MATLAB: Convert files into matrix

multiple files

hi,
I have 177000 files, I have to create matrix contain all values in these files.
Each file was split using textscan to get
c{1},c{2},........
then convert it into matrix.
Then convert these matrices into one matrix.
the problem is these files contain some similar values, so I have to specify the similar values ,and drew all other attached values(row) with these values.
I tried running with 100 files to know running time , I found out the running time is very long for just 100 files.
I think if I find function can compare among c{1}for all files, and among c{2} for all files ,…etc . I think that will save time.

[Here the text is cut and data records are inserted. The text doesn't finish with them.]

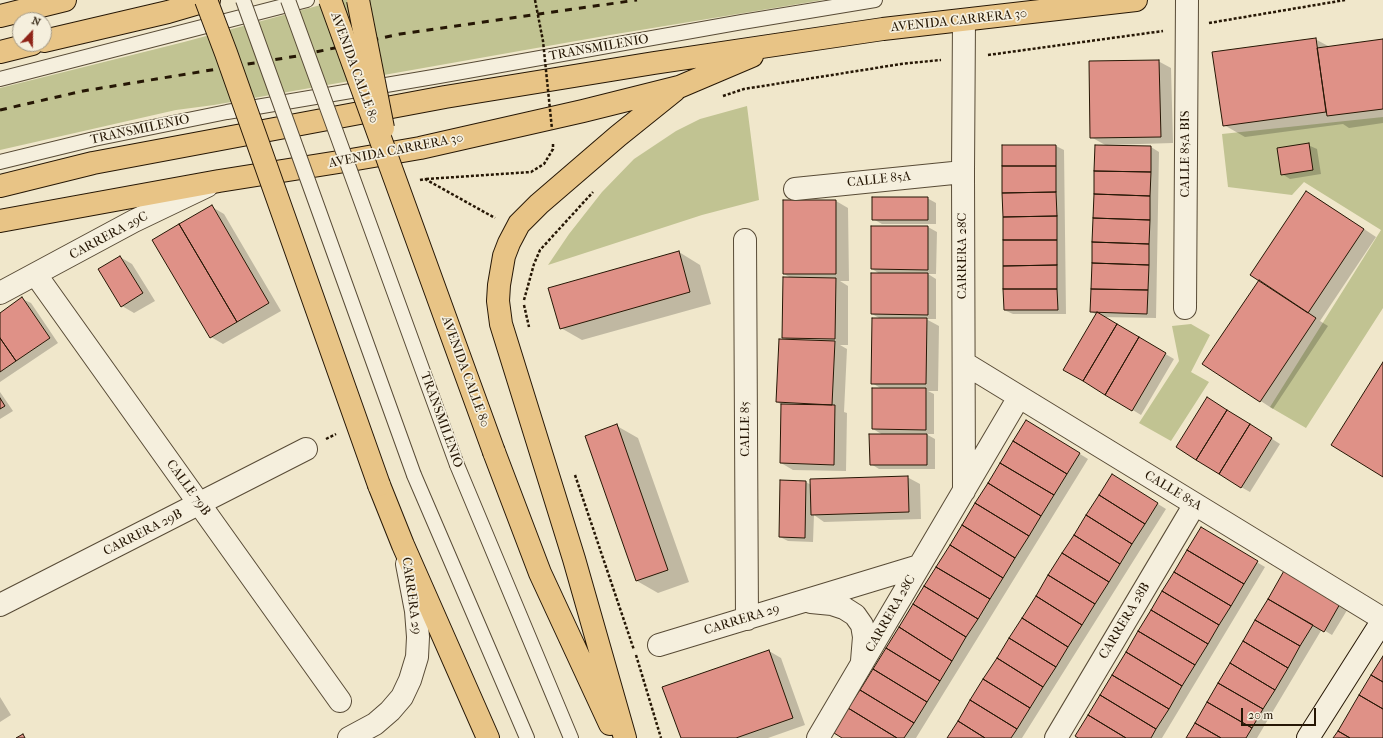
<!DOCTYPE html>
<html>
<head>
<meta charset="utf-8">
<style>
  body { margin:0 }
  #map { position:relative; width:1383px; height:738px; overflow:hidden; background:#f0e7cb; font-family:"IM FELL French Canon",serif }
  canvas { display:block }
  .north { position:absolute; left:12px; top:12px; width:40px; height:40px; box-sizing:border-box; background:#f5efdd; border:1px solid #a29987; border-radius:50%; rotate:22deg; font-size:11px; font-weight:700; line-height:16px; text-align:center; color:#261705 }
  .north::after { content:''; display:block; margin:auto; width:14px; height:18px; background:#8f2418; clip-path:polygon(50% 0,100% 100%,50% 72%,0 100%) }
  .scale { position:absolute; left:1241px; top:708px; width:75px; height:18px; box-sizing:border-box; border:2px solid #261705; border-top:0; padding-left:5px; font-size:12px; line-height:14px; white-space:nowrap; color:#261705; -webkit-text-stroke:3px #f5efdd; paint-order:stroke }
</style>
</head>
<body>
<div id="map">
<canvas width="1383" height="738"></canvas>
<div class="north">N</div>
<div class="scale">20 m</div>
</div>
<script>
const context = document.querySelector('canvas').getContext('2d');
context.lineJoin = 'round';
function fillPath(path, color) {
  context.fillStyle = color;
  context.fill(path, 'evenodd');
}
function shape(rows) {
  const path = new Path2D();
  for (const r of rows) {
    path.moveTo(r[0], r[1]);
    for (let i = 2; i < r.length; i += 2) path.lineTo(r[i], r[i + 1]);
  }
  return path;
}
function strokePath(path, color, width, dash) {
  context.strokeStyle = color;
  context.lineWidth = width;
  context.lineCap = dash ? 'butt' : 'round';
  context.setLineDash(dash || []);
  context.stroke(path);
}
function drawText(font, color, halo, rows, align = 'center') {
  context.font = font + ' "IM FELL French Canon",serif';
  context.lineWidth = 3.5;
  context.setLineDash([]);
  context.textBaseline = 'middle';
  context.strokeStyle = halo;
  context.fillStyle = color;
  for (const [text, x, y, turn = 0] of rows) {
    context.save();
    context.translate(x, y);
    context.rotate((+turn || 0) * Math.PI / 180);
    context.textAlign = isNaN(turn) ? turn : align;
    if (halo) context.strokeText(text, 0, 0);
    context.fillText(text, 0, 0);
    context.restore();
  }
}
fillPath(shape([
  [339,0,823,0,610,35,214,105,176,110,0,150,0,88,184,42],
  [747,106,759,200,702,215,548,265,569,234,602,192,634,159,676,131,700,119],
  [1383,117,1383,308,1306,428,1270,407,1381,230,1304,182,1292,195,1228,187,1222,134],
  [1191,324,1210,335,1191,372,1209,382,1171,441,1139,423,1179,361,1172,326]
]), '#c1c392');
fillPath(shape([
  [1315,39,1330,47,1383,40,1383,123,1349,128,1343,124,1245,137,1224,125],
  [1158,61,1171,68,1173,143,1108,145,1108,146,1151,147,1159,152,1156,318,1102,317,1174,359,1141,415,1065,369,1097,315,1092,312,1107,146,1091,137],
  [1308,145,1317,149,1321,174,1290,179,1282,174],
  [1056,146,1064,150,1066,314,1013,314,1004,310],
  [927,198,936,203,936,224,882,224,873,219],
  [1319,199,1376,237,1320,321,1328,326,1273,409,1204,364],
  [836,201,848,208,849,281,840,281,848,286,848,345,840,345,847,349,844,412,847,413,846,471,793,470,781,463,782,405,777,402,788,340,783,337,791,278,784,274],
  [212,207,224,214,281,311,223,344,211,337],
  [872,227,928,227,937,232,936,274,928,274,936,279,936,319,926,319,939,326,938,391,928,391,934,394,934,434,926,434,935,439,935,469,879,469,871,464,883,435,873,429,882,389,872,383,881,319,872,314,880,274,872,269],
  [679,252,700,265,711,304,582,340,561,328],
  [120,257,132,264,155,301,134,313,122,306],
  [22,299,31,303,58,343,0,382,0,314],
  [0,392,13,411,0,419],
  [1216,403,1280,444,1250,492,1241,487],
  [617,426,638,438,689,582,658,593,637,581],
  [1035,426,1088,459,916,738,844,738],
  [907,477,920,484,921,519,824,522,814,515,813,542,788,541,780,537,806,482,811,485],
  [1121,481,1166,509,1022,738,948,738],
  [1201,529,1265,567,1162,738,1075,738],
  [1286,570,1349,607,1332,635,1322,629,1257,738,1187,738],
  [769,651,781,658,805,725,768,738,682,738],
  [0,697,11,715,0,722]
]), '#0003');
const building = shape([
  [1316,38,1326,112,1223,126,1212,52,1316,38],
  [1383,39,1383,109,1327,116,1317,48,1383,39],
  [1159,60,1161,137,1090,138,1089,61,1159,60],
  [1309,143,1313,170,1281,175,1277,148,1309,143],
  [1002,145,1056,145,1056,166,1002,166,1002,145],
  [1095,145,1151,146,1151,172,1094,171,1095,145],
  [1002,166,1056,166,1056,192,1002,193,1002,166],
  [1094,171,1151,172,1150,196,1094,194,1094,171],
  [1306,191,1364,229,1308,313,1250,275,1306,191],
  [1056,192,1057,216,1003,217,1002,193,1056,192],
  [1094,194,1150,196,1150,220,1093,218,1094,194],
  [872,197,928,197,928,220,872,220,872,197],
  [783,200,836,200,836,274,783,274,783,200],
  [212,205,269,303,237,322,179,224,212,205],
  [1057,216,1057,240,1003,240,1003,217,1057,216],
  [1093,218,1150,220,1149,244,1092,242,1093,218],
  [179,224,237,322,210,338,152,240,179,224],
  [871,226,928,226,928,270,871,269,871,226],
  [1003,240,1057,240,1057,265,1003,266,1003,240],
  [1092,242,1149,244,1149,265,1092,263,1092,242],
  [679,251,690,292,560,329,548,288,679,251],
  [120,256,143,293,121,307,98,269,120,256],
  [1092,263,1149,265,1148,290,1091,289,1092,263],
  [1057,265,1057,289,1003,289,1003,266,1057,265],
  [871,273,928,273,928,315,871,314,871,273],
  [783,277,836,278,835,339,782,338,783,277],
  [1259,280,1316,318,1260,402,1202,364,1259,280],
  [1003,289,1057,289,1058,310,1004,310,1003,289],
  [1091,289,1148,290,1147,314,1090,312,1091,289],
  [22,297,50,338,16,361,0,338,0,313,22,297],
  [1097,312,1117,324,1083,381,1063,370,1097,312],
  [872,318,927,318,926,384,871,384,872,318],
  [1117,324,1139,337,1105,395,1083,381,1117,324],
  [1139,337,1166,353,1132,411,1105,395,1139,337],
  [0,338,16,361,0,372,0,338],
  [779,339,835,341,832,405,776,402,779,339],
  [1383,362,1383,477,1331,445,1383,362],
  [872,388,926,388,926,430,872,429,872,388],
  [1207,397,1227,410,1196,460,1176,447,1207,397],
  [0,398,5,406,0,409,0,398],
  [781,404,835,405,834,465,780,463,781,404],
  [1227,410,1250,424,1219,474,1196,460,1227,410],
  [1026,420,1080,453,1067,474,1013,441,1026,420],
  [617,424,668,570,636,581,585,436,617,424],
  [1250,424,1272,438,1241,488,1219,474,1250,424],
  [869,434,927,434,927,465,870,465,869,434],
  [1013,441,1067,474,1054,495,1000,463,1013,441],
  [1000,463,1054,495,1041,516,988,483,1000,463],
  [1112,474,1158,503,1145,524,1099,495,1112,474],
  [908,476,909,512,811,515,810,479,908,476],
  [780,480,806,481,805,538,779,537,780,480],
  [988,483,1041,516,1029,536,975,503,988,483],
  [1099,495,1145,524,1132,544,1086,515,1099,495],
  [975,503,1029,536,1015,558,962,525,975,503],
  [1086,515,1132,544,1120,564,1074,535,1086,515],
  [962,525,1015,558,1003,578,950,545,962,525],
  [1201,527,1258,561,1244,584,1187,550,1201,527],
  [1074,535,1120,564,1109,582,1062,553,1074,535],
  [950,545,1003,578,990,599,936,567,950,545],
  [1187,550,1244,584,1231,606,1174,572,1187,550],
  [1062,553,1109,582,1095,604,1048,575,1062,553],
  [936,567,990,599,978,619,924,586,936,567],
  [1285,569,1341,602,1324,632,1268,599,1285,569],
  [1174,572,1231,606,1219,625,1162,591,1174,572],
  [1048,575,1095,604,1082,625,1036,596,1048,575],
  [924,586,978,619,966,637,913,604,924,586],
  [1162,591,1219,625,1208,644,1151,610,1162,591],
  [1036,596,1082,625,1068,647,1022,618,1036,596],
  [1268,599,1313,625,1300,646,1255,620,1268,599],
  [913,604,966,637,952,661,899,627,913,604],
  [1151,610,1208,644,1195,665,1138,631,1151,610],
  [1022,618,1068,647,1056,667,1009,638,1022,618],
  [1255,620,1300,646,1288,668,1243,641,1255,620],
  [899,627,952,661,940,681,886,648,899,627],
  [1138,631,1195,665,1182,686,1126,652,1138,631],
  [1009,638,1056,667,1043,687,997,658,1009,638],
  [1243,641,1288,668,1275,690,1230,663,1243,641],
  [886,648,940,681,927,702,873,669,886,648],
  [769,650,793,718,736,738,681,738,662,687,769,650],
  [1126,652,1182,686,1169,709,1112,675,1126,652],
  [1383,656,1383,682,1371,675,1383,656],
  [997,658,1043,687,1030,708,983,679,997,658],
  [1230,663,1275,690,1263,709,1218,683,1230,663],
  [873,669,927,702,914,723,860,690,873,669],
  [1112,675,1169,709,1156,729,1100,695,1112,675],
  [1371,675,1383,682,1383,709,1359,695,1371,675],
  [983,679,1030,708,1017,729,970,700,983,679],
  [1218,683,1263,709,1252,728,1207,702,1218,683],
  [860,690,914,723,904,738,897,738,848,708,860,690],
  [1100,695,1156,729,1151,738,1126,738,1088,715,1100,695],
  [1359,695,1383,709,1383,738,1350,738,1338,731,1359,695],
  [970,700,1017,729,1011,738,985,738,958,721,970,700],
  [1207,702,1252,728,1246,738,1221,738,1195,723,1207,702],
  [848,708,897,738,842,738,834,733,848,708],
  [1088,715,1126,738,1078,738,1075,736,1088,715],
  [958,721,985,738,947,738,958,721],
  [1195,723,1221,738,1186,738,1195,723],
  [1338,731,1350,738,1333,738,1338,731],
  [23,734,25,738,16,738,23,734]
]);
fillPath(building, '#df9187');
strokePath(building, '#261705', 1);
const lane = shape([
  [0,79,307,0],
  [0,162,94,139,227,112,439,76,742,22,875,0],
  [457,465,571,738],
  [414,475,527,738]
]);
const street = shape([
  [795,189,963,172],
  [745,240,747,619],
  [36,275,340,701],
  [0,293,134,221,207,186],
  [1185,308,1187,0],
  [964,363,1383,619],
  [964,491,963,172,964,20],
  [811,602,832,604,844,608,855,615,862,625,864,637,862,661],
  [0,605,306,449],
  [659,645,919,566],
  [349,738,375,724,390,711,402,697,410,680,417,657,418,637,416,611,407,564],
  [818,738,1019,397],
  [1056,738,1195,504]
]);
const secondary = shape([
  [1308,738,1383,620]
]);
const highway = shape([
  [0,16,65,0],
  [44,41,168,12,209,0],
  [0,52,32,44],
  [0,186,93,163,445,97,654,63,883,29,1136,0],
  [0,221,219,181,345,161,420,148,583,111,679,87,752,56],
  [494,452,540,573,610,724],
  [379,485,403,545,488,738],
  [625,738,574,559,501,324,498,301,499,285,504,256,509,243,519,224,539,204,618,136,674,91]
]);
strokePath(lane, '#584b36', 16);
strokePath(street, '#584b36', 24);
strokePath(secondary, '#261705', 24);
strokePath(highway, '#261705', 24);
strokePath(shape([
  [1209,23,1345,0],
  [988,55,1163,31],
  [723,96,744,89,901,64,941,60],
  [426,179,531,172,544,164,553,149,553,142],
  [420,180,425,179,495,218],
  [524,300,534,264,540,250,593,192],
  [524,305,529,327],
  [326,439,336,434],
  [575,475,634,650],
  [636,655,661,738]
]), '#261705', 2.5, [3, 2]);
strokePath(lane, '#f5efdd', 14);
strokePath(street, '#f5efdd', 22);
strokePath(secondary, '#f5efdd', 22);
strokePath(highway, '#e8c486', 22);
strokePath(shape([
  [0,110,83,91,297,56,400,34,637,0]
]), '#261705', 3, [7, 7]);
const laneBridge = shape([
  [243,0,414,475],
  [288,0,457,465]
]);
const primaryBridge = shape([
  [358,0,383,128]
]);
const highwayBridge = shape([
  [206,0,226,53,379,485],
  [330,0,494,452]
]);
strokePath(laneBridge, '#584b36', 16, []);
strokePath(primaryBridge, '#261705', 24, []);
strokePath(highwayBridge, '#261705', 24, []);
strokePath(shape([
  [535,0,543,41,552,129]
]), '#261705', 2.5, [3, 2]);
strokePath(laneBridge, '#f5efdd', 14);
strokePath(primaryBridge, '#e8c486', 22);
strokePath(highwayBridge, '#e8c486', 22);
drawText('13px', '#261705', '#f5efdd', [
  ["AVENIDA CARRERA 30",959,21,-6],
  ["TRANSMILENIO",599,48,-10],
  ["AVENIDA CALLE 80",354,68,70],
  ["TRANSMILENIO",140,130,-12],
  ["AVENIDA CARRERA 30",396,151,-11],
  ["CALLE 85A BIS",1186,154,-90],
  ["CALLE 85A",879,180,-6],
  ["CARRERA 29C",109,236,-28],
  ["CARRERA 28C",963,256,-90],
  ["AVENIDA CALLE 80",465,372,70],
  ["TRANSMILENIO",441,420,70],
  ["CALLE 85",746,429,-90],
  ["CALLE 79B",188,488,54],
  ["CALLE 85A",1173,491,31],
  ["CARRERA 29B",143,533,-27],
  ["CARRERA 29",411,596,82],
  ["CARRERA 28C",891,614,-60],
  ["CARRERA 29",742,620,-17],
  ["CARRERA 28B",1125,621,-59]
]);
</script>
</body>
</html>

I'm facing problem with this code:
targetdir = 'd:\social net\dataset\netflix\training_set';
targetfiles = '*.txt';
fileinfo = dir(fullfile(targetdir, targetfiles));
k=0;arr(:,:)=0; inc=0;k=0;y=1;
for i = 1: length(fileinfo)
thisfilename = fullfile(targetdir, fileinfo(i).name);
f=fopen(thisfilename,'r'); f1=fscanf(f,'%c'); f1(1:2)=[];
f2=fopen(thisfilename,'w'); fprintf(f2,'%c',f1);
f3=fopen(thisfilename,'r');
c = textscan(f,'%f %f %s','Delimiter',',','headerLines',1);
c1=c{1};c2=c{2}; c3=c{3};z=1;z1=1;z2=1;z3=0;
for k=1+k:length(c1)+inc
no=c1(z); arr1=arr(:,1); p=find(arr1==no);
if isempty(p)
j=1;
arr(y,j)=c1(z); arr(y,j+1)=i; arr(y,j+2)=c2(z);j=j+3;y=y+1;
else
ind(i,z1)=p;
L=arr(p,:);len=0;
for h=1:length(L)
if L(h)~=0
len=len+1;
end
end
len;
arr(p,len+1)=i;
arr(p,len+2)=c2(z);
z1=z1+1;
end
z=z+1;
end
inc=inc+length(c1);
[u,u1] =size(arr);
end
f4=fopen('netfile.txt','w');
for i=1:u
for j=1:u1
fprintf(f4,'%d ',arr(i,j));
end
fprintf(f4,'\n');
end
fclose all;
thanks

Best Answer

  • What version of MATLAB are you using? It looks like arr is growing in your loop. Prior to r2011a (???) preallocating a variable can speed things up. If you do not know the final size, reallocating in large chunks can speed things up.
    Where are the files saved (locally, network drive, flash drive, external harddrive)? A fast internal harddrive will give you the fastest read times.
    Have you tried using the profiler to find bottlenecks in the code.